Exercise prompt> Omit every picture, then return the listing verbatim.

Start of Extracted records

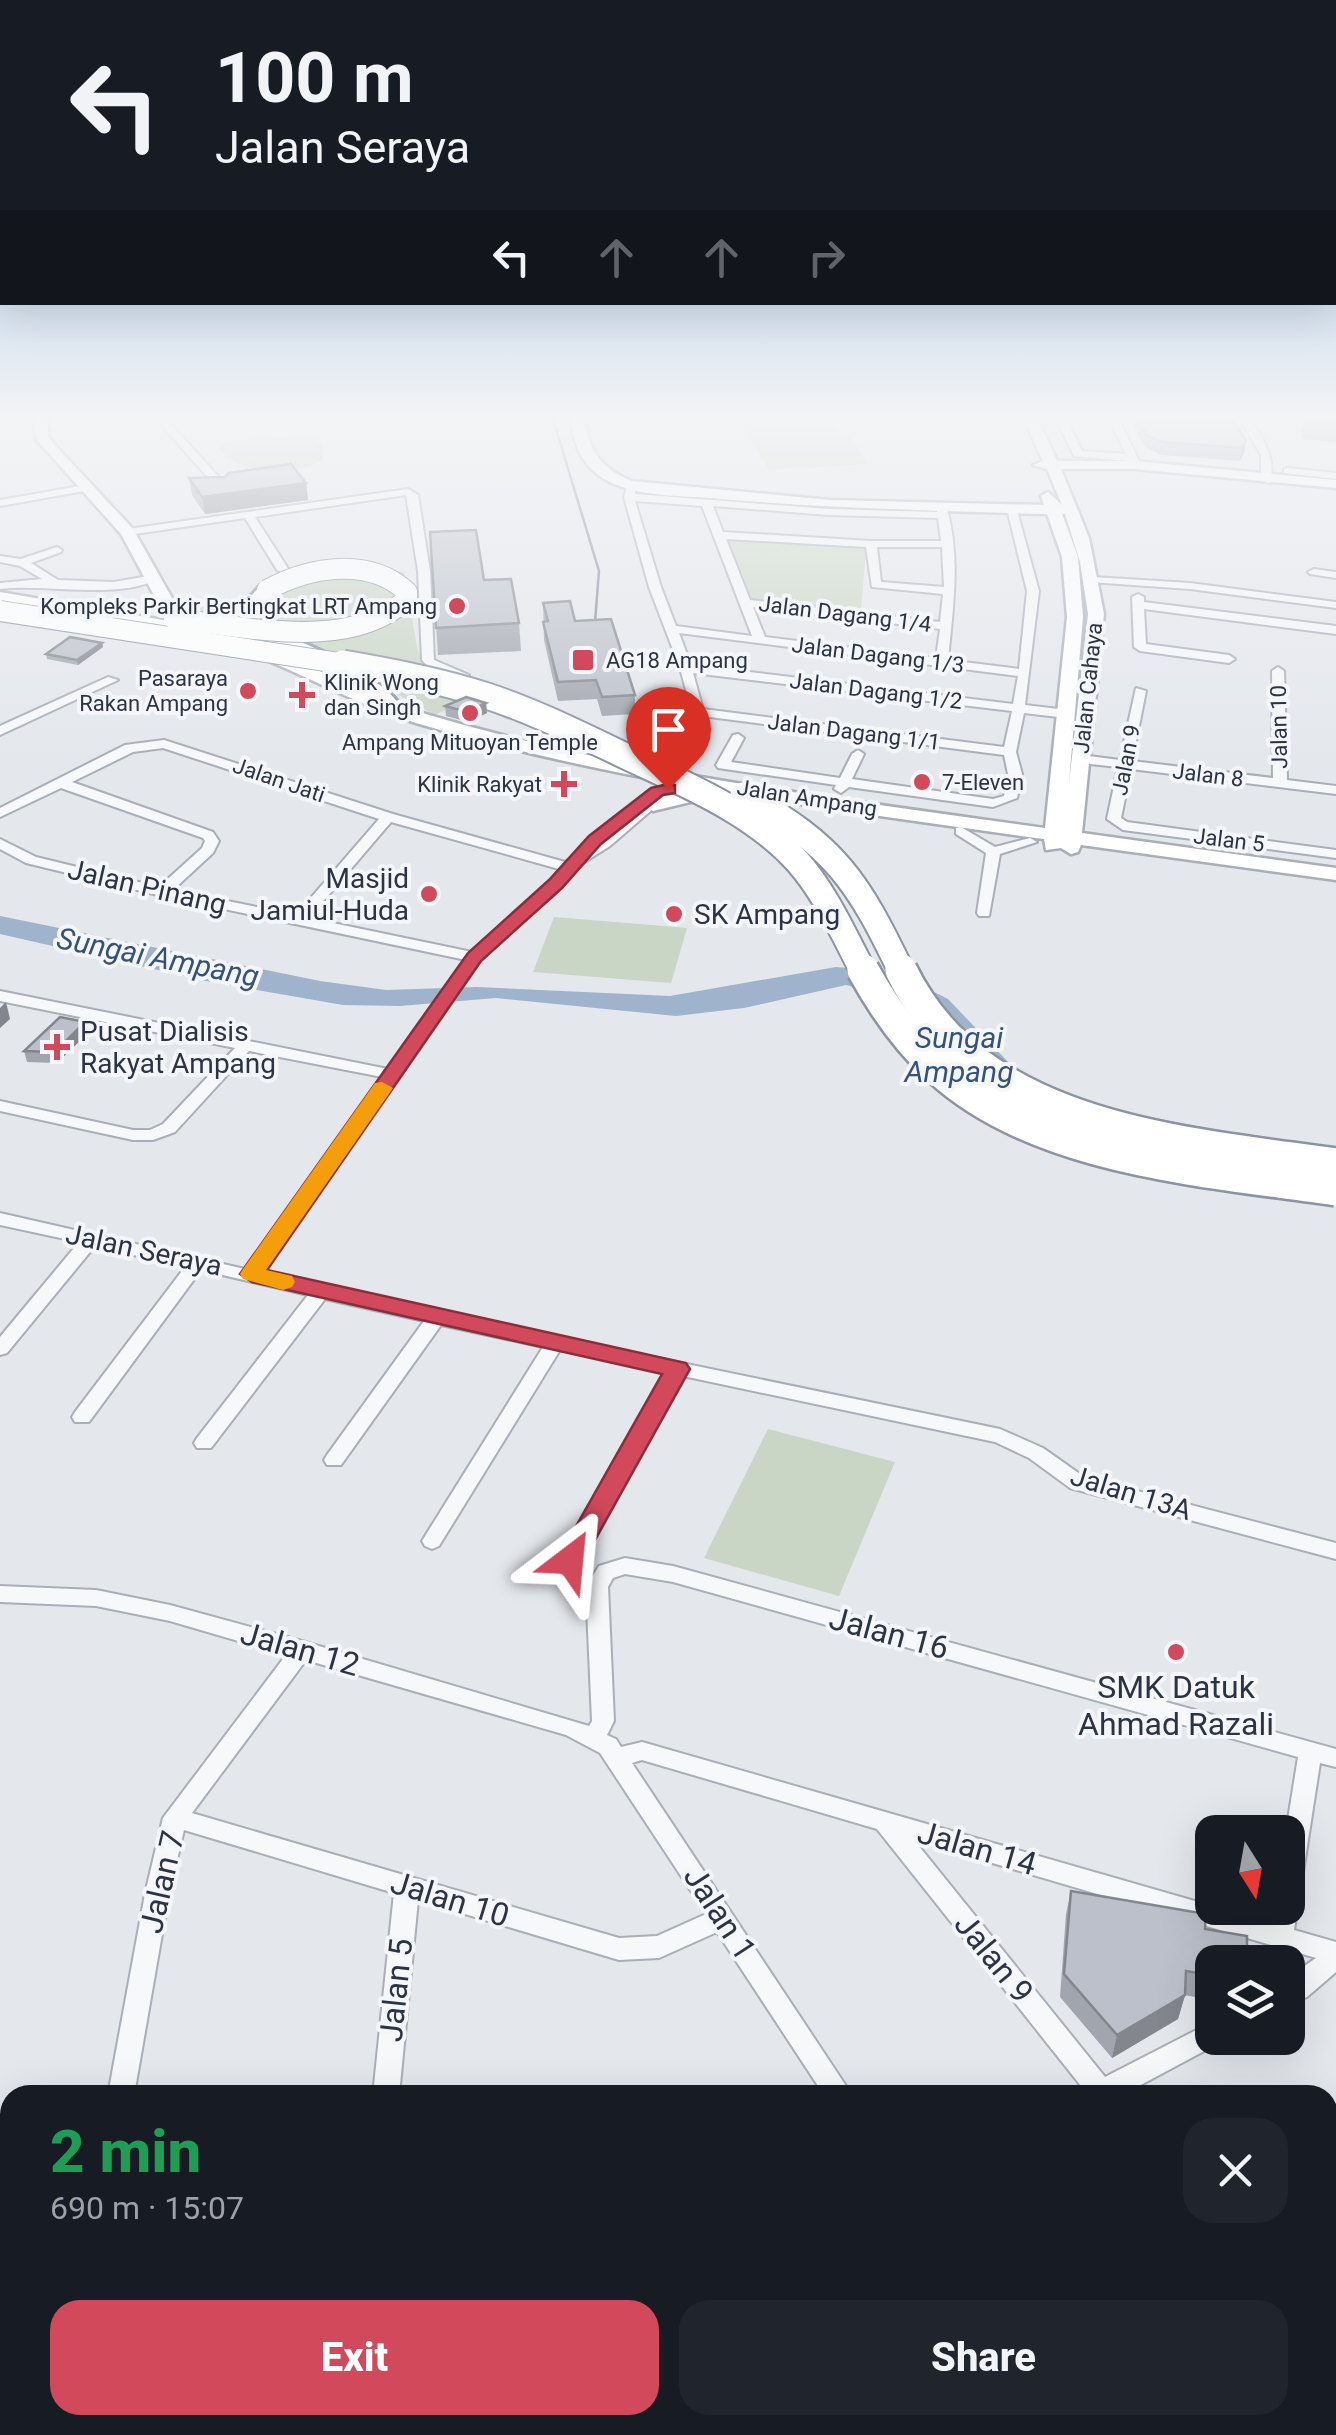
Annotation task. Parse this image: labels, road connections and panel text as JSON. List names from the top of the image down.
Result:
{
  "streets": {
    "main road": ["Jalan Cahaya", "Jalan Ampang"],
    "street": [
      "Jalan Dagang 1/4",
      "Jalan Dagang 1/3",
      "Jalan Dagang 1/2",
      "Jalan 10",
      "Jalan Dagang 1/1",
      "Jalan 9",
      "Jalan 8",
      "Jalan Jati",
      "Jalan 5",
      "Jalan Pinang",
      "Jalan Seraya",
      "Jalan 13A",
      "Jalan 16",
      "Jalan 12",
      "Jalan 14",
      "Jalan 7",
      "Jalan 1"
    ]
  },
  "crossings": [
    ["Jalan Cahaya", "Jalan Dagang 1/2"],
    ["Jalan Cahaya", "Jalan 8"],
    ["Jalan Cahaya", "Jalan Ampang"],
    ["Jalan 10", "Jalan 8"],
    ["Jalan 10", "Jalan 5"],
    ["Jalan 10", "Jalan 7"],
    ["Jalan 10", "Jalan 1"],
    ["Jalan 9", "Jalan 8"],
    ["Jalan 9", "Jalan Ampang"],
    ["Jalan 9", "Jalan 5"],
    ["Jalan 9", "Jalan 14"],
    ["Jalan Ampang", "Jalan 5"],
    ["Jalan Seraya", "Jalan 13A"],
    ["Jalan 16", "Jalan 12"],
    ["Jalan 16", "Jalan 1"],
    ["Jalan 12", "Jalan 7"],
    ["Jalan 12", "Jalan 1"],
    ["Jalan 14", "Jalan 1"]
  ],
  "water": ["Sungai Ampang"],
  "places": {
    "other": [
      "Kompleks Parkir Bertingkat LRT Ampang",
      "Pasaraya Rakan Ampang",
      "Ampang Mituoyan Temple",
      "7-Eleven",
      "Masjid Jamiul-Huda",
      "SK Ampang",
      "SMK Datuk Ahmad Razali"
    ],
    "transit": ["AG18 Ampang"],
    "health": ["Klinik Wong dan Singh", "Klinik Rakyat", "Pusat Dialisis Rakyat Ampang"]
  },
  "north": "bottom",
  "page": {
    "turn": ["100 m", "Jalan Seraya"],
    "heading": ["2 min", "690 m · 15:07"],
    "buttons": ["Exit", "Share"]
  }
}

End of Extracted records

Answer>
Annotation task. Parse this image: labels, road connections and panel text as JSON. List names from the top of the image down.
Result:
{
  "streets": {
    "main road": ["Jalan Cahaya", "Jalan Ampang"],
    "street": [
      "Jalan Dagang 1/4",
      "Jalan Dagang 1/3",
      "Jalan Dagang 1/2",
      "Jalan 10",
      "Jalan Dagang 1/1",
      "Jalan 9",
      "Jalan 8",
      "Jalan Jati",
      "Jalan 5",
      "Jalan Pinang",
      "Jalan Seraya",
      "Jalan 13A",
      "Jalan 16",
      "Jalan 12",
      "Jalan 14",
      "Jalan 7",
      "Jalan 1"
    ]
  },
  "crossings": [
    ["Jalan Cahaya", "Jalan Dagang 1/2"],
    ["Jalan Cahaya", "Jalan 8"],
    ["Jalan Cahaya", "Jalan Ampang"],
    ["Jalan 10", "Jalan 8"],
    ["Jalan 10", "Jalan 5"],
    ["Jalan 10", "Jalan 7"],
    ["Jalan 10", "Jalan 1"],
    ["Jalan 9", "Jalan 8"],
    ["Jalan 9", "Jalan Ampang"],
    ["Jalan 9", "Jalan 5"],
    ["Jalan 9", "Jalan 14"],
    ["Jalan Ampang", "Jalan 5"],
    ["Jalan Seraya", "Jalan 13A"],
    ["Jalan 16", "Jalan 12"],
    ["Jalan 16", "Jalan 1"],
    ["Jalan 12", "Jalan 7"],
    ["Jalan 12", "Jalan 1"],
    ["Jalan 14", "Jalan 1"]
  ],
  "water": ["Sungai Ampang"],
  "places": {
    "other": [
      "Kompleks Parkir Bertingkat LRT Ampang",
      "Pasaraya Rakan Ampang",
      "Ampang Mituoyan Temple",
      "7-Eleven",
      "Masjid Jamiul-Huda",
      "SK Ampang",
      "SMK Datuk Ahmad Razali"
    ],
    "transit": ["AG18 Ampang"],
    "health": ["Klinik Wong dan Singh", "Klinik Rakyat", "Pusat Dialisis Rakyat Ampang"]
  },
  "north": "bottom",
  "page": {
    "turn": ["100 m", "Jalan Seraya"],
    "heading": ["2 min", "690 m · 15:07"],
    "buttons": ["Exit", "Share"]
  }
}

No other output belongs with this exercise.